Is right here:
New Chief Justice John G. Roberts Jr. yesterday sharply questioned a lawyer arguing for preservation of Oregon's physician-assisted suicide law, noting the federal government's tough regulation of addictive drugs.
At the outset, Chief Justice Roberts directed a barrage of questions at Oregon Senior Assistant Attorney General Robert Atkinson before the state official could finish his first sentence.
"Doesn't that undermine and make enforcement impossible?" he asked Mr. Atkinson.
At one point, a flustered Mr. Atkinson said: "I'm starting to be backed into a corner."
It makes a difference what kind of intellect and experience you put on the court.
11 comments:
"It makes a difference what kind of intellect and experience you put on the court."
This is very true.
Of course, you omitted the part where Souter kicked Clement's ass all over the place.
Scotusblog has some good analysis of yesterday's proceedings.
There's also the little matter of the 5:1 question ratio for Roberts: He asked Atkinson five questions to Clements' one. I'd say that's a pretty good indication that Roberts made up his mind first.
To be fair, his questions indicated an excellent amount of preparation.
Intellect matters but, as for experience, any experienced lawyer, with a good intellect, could and would have asked the same question.
He asked Atkinson five questions to Clements' one. I'd say that's a pretty good indication that Roberts made up his mind first.
No, it might be a good indication that Clements wrote an intelligible brief and Atkinson didn't. The Supremes don't waste time in orals settling points that were clearly answered in the essay part of the test.
"No, it might be a good indication that Clements wrote an intelligible brief and Atkinson didn't. The Supremes don't waste time in orals settling points that were clearly answered in the essay part of the test."
Not so. There lots of reasons to ask questions. Did you actually read anything about this case, or are you just knee-jerk reacting?
I'm making a simple point with this post. Oral advocacy before the court is tough and it is tough because really smart judges are grilling you. Scalia does it. Breyer does it. Rehnquist did it. You get the idea.
Roberts was fit because he was the best in the country at withstanding the grilling and winning cases both through briefing and oral advocacy. McConnell, too, was once voted best oral advocate for his Rosenberger argument. My guess is that Miers has done this dance about zero times.
You need somebody with this experience who can ask tough questions as a justice.

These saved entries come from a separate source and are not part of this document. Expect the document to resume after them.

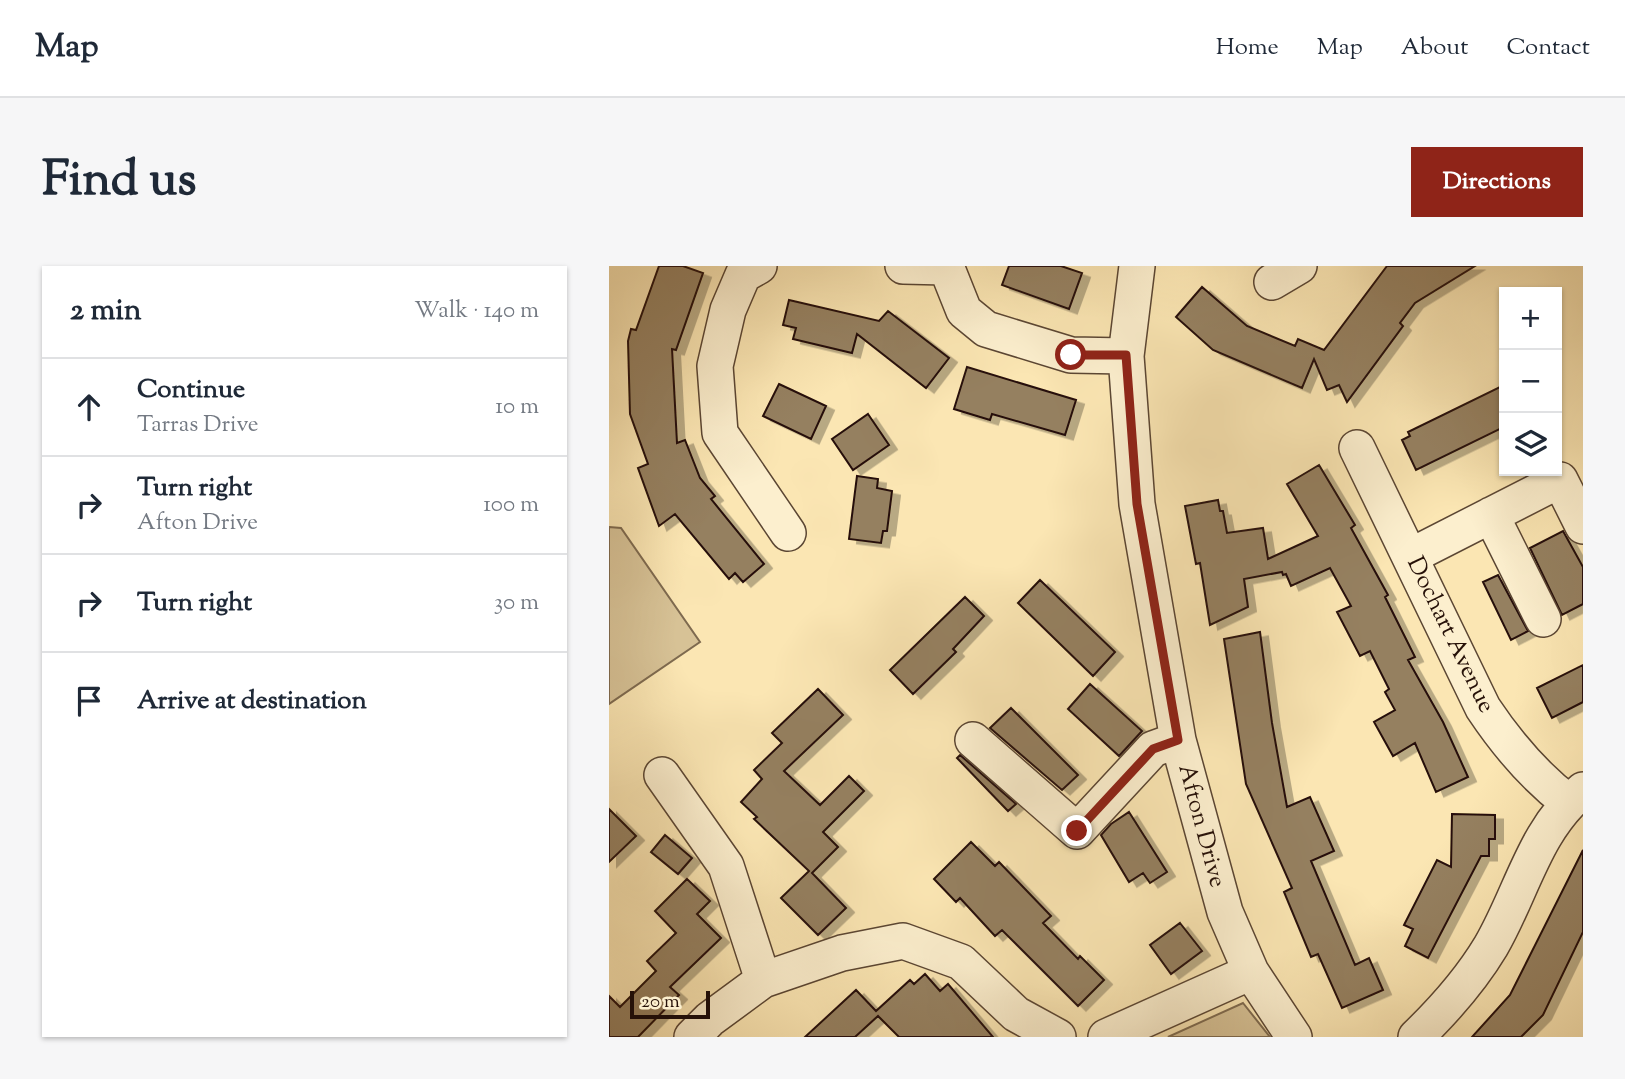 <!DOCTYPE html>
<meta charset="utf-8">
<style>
body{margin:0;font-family:"Sorts Mill Goudy",serif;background:#f6f6f7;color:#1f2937}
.controls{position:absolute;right:21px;top:21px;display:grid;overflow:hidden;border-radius:0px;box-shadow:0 2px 5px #0004}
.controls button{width:63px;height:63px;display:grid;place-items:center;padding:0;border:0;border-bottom:2px solid #e0e1e3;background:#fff;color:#1f2937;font:35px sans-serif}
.scale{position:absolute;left:21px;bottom:18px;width:80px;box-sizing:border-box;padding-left:7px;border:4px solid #261108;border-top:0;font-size:19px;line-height:24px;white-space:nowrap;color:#261108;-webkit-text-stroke:5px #fcefce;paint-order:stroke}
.stop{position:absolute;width:21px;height:21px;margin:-16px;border:5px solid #8f2418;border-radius:50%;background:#fff}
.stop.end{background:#8f2418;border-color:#fff;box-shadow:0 2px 7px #0008}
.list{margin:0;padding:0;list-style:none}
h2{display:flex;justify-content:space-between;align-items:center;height:91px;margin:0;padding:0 28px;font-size:30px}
h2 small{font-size:23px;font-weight:400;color:#747a83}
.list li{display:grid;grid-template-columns:46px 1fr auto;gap:21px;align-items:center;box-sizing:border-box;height:98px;padding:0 28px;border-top:2px solid #e0e1e3}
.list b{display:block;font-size:26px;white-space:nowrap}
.list p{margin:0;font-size:23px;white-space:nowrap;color:#747a83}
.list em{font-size:23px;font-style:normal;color:#747a83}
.icon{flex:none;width:38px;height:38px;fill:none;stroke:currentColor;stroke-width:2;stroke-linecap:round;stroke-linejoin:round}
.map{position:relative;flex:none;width:974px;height:771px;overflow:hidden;border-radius:0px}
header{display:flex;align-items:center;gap:42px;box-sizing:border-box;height:98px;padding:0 35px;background:#fff;border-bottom:2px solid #e0e1e3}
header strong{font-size:33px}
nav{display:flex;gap:38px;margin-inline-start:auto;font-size:24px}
.intro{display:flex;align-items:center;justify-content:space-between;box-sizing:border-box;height:168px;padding:0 42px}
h1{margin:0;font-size:49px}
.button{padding:18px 32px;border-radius:0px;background:#8f2418;color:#fff;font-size:24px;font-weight:700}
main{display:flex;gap:42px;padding:0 42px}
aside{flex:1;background:#fff;border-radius:0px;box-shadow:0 2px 5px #0004}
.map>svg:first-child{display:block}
</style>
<header>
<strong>Map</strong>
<nav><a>Home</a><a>Map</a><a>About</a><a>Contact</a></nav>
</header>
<div class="intro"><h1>Find us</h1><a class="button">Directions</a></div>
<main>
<aside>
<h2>2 min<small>Walk · 140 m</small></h2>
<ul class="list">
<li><svg class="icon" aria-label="ahead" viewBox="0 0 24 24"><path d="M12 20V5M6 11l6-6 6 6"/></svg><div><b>Continue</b><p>Tarras Drive</p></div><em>10 m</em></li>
<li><svg class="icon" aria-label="right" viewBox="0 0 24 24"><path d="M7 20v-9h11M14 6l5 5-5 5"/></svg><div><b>Turn right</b><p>Afton Drive</p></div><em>100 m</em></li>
<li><svg class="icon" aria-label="right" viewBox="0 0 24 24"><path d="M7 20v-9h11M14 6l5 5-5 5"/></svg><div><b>Turn right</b></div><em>30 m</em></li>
<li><svg class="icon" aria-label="arrive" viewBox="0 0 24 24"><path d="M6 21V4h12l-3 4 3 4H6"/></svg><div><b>Arrive at destination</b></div></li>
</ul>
</aside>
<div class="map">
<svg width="974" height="771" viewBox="0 0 974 771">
<defs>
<filter id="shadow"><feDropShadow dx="8" dy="4.5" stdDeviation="0" flood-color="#0004"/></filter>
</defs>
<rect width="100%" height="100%" fill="#fbe6b3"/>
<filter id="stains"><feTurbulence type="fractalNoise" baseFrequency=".00286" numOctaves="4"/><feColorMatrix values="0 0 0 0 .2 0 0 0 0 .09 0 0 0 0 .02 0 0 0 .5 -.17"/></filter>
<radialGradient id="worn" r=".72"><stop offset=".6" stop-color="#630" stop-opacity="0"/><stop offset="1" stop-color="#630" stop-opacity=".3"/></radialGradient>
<!-- green -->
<path fill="#d7c296" stroke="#7e6a4f" stroke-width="2" d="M0,261l12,1 79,114 -91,62z
M634,737l27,34h-102z"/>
<!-- building -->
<path fill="#958061" stroke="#261108" stroke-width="2" filter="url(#shadow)" d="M50,0h24l20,7 -27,77 -4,-1 5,94 8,-3 15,38 15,18 -4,3 53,65 -21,18 -8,-9 -6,6 -54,-65 -16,12 -21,-58 10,-4 -18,-50 -2,-73 3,-12 5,1z
M400,0h52l21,7 -13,36 -67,-24z
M778,0h88l-60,37 -15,20 3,3 -56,76 -8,-17 -12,5 -13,-31 -12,29 -89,-38 -37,-33 26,-30 45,39 48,20 3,-7 26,11z
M180,34l90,21 9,-10 61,47 -23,30 -69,-54 -5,19 -59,-14 3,-11 -13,-3z
M358,101l109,33 -11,35 -73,-21 -2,6 -36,-11z
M170,118l47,22 -15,33 -48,-23z
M895,119v42l-88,43 -14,-30 8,-4 -2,-4z
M259,148l21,31 -36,25 -21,-31z
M710,199l36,60 -4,3 37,67 -3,2 30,60 -7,3 35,62 25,55 -32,15 -21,-49 -22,13 -19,-34 21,-12 -10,-18 4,-3 -19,-38 -10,5 -23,-44 14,-6 -21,-38 -39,18 -5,-12 -3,1 -1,-3 -38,7 4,28 -38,18 -10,-62 -4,1 -11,-58 33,-6 2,11h3l4,22 36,-5 5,31 50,-23 -31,-52z
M248,210l21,3 -1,9 15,3 -5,40h-4l-2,12 -32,-4z
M954,265l20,36v37l-21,11 -32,-67z
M889,309l30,56 -17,9 -28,-58z
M431,314l75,72 -22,24 -75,-73z
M356,331l19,19 -31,33 3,3 -43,42 -23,-24z
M651,366l12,91 15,84 23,-10 24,54 -23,10 44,104 14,-7 14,32 -41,18 -24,-54 -7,3 -27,-65 8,-4 -46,-104 -22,-145z
M974,399v37l-31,16 -15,-30z
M481,418l52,47 -23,25 -51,-47z
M209,423l25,26 -59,56 36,34 29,-29 15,15 -41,41 15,15 -26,26 34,35 -28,27 -37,-37 28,-27 -55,-52 3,-2 -16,-15 21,-23 -8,-9 28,-27 -10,-10z
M402,442l67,67 -16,15 -72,-62z
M351,489l56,49 -8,7 -51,-53z
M0,543l27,27 -27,26z
M520,546l38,60 -17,11 -7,-10 -14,9 -28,-47 10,-11z
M843,548l43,1v24h-6v17h-8l-53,102 -23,-12 8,-17 -9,-4 33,-65 14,7z
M56,569l27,23 -14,16 -27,-22z
M362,576l24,24 4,-4 52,54 -8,7 35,36 2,-3 24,24 -26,26 -76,-76 -7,6 -35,-38 -4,4 -22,-23z
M974,584v82l-40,83 -22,22h-49l38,-42z
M78,613l23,22 -13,13 24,24 -51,49 9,8 -41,42h-29v-41l11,11 36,-36 -9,-10 29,-28 -21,-22z
M571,657l22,28 -31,23 -21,-29z
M316,708l15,17 8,-7 45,53h-94l-21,-21 -23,21h-50l51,-47 20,21 34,-31 4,4z"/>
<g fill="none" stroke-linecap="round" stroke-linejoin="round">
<defs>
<path id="minor" d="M150,0l-16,9 -15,35 -13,56 5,67 68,100
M294,0l43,1
M337,0l18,45 22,18 85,26 55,1
M528,0l-11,90 11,148 41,236 47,172 26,60 43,65
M663,16l27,-16
M748,182l126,260c24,36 51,68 85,94
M882,249l52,104
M802,290l149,-76 23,46
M364,474l104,91 76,-82 25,-9
M53,509l64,91 37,114
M83,771l18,-18 53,-39 79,-27 61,-12 58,21 55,52 42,23
M497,771l145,-65
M807,771c29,-28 54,-56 75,-91 31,-53 43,-116 92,-156"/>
</defs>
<!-- minor casing -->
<use href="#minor" stroke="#5b4633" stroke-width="38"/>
<!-- minor -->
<use href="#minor" stroke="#fcefce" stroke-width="35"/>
</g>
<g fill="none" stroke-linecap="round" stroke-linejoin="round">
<!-- route -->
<path stroke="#8f2418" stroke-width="9" d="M462,89h55l11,149 41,236 -25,9 -76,82"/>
</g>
<g text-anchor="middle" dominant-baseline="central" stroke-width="5" stroke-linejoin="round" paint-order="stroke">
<!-- street labels -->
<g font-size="24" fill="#261108" stroke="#fcefce">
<text transform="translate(841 369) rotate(64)">Dochart Avenue</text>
<text transform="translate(592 560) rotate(75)">Afton Drive</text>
</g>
</g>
<rect width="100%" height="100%" filter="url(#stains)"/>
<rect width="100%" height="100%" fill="url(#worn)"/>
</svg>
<div class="controls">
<button>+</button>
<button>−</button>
<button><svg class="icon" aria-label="layers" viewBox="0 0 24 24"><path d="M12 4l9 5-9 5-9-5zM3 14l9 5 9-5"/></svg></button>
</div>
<div class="scale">20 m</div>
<div class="stop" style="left:462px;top:89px"></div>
<div class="stop end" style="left:468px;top:565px"></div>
</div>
</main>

Pish tosh, Mr. Baker. Any lawyer does this dance constantly. It's also easier from the judge's side of the bench, because everyone is deferring to you, you're not likely to lose the case because of a verbal misstep, and there's no risk of contempt. Being in the driver's seat tends to promote just that kind of confidence in a legal give and take.
"Well that's just rude."
It may be rude, but its also standard operating procedure. I don't even know why they ask people to make an oral arguement anymore (as if anyone was going to allowed to read a prepared statement)...the whole point of standing in front of the court these days is to see if your arguements (from your brief) hold up when you can't set it up the way you'd like and a genius is trying to kick your head in.
"There's also the little matter of the 5:1 question ratio for Roberts: He asked Atkinson five questions to Clements' one. I'd say that's a pretty good indication that Roberts made up his mind first."
They've all made up their minds already, this is just their last chance to convince the others that certain facts deserve more weight/credibility than others. And they always spend more time tearing down arguements as opposed to restating solid ones that they agree with.
Just a thought. I seem to remember that Clarence Thomas never asks any questions, yet he's our hero.
That's quite true about Thomas, but he writes very provocative opinions, which is part of his legacy as a con-law guy. Miers is a commercial/private law type who has only very recently become more constitutional in focus.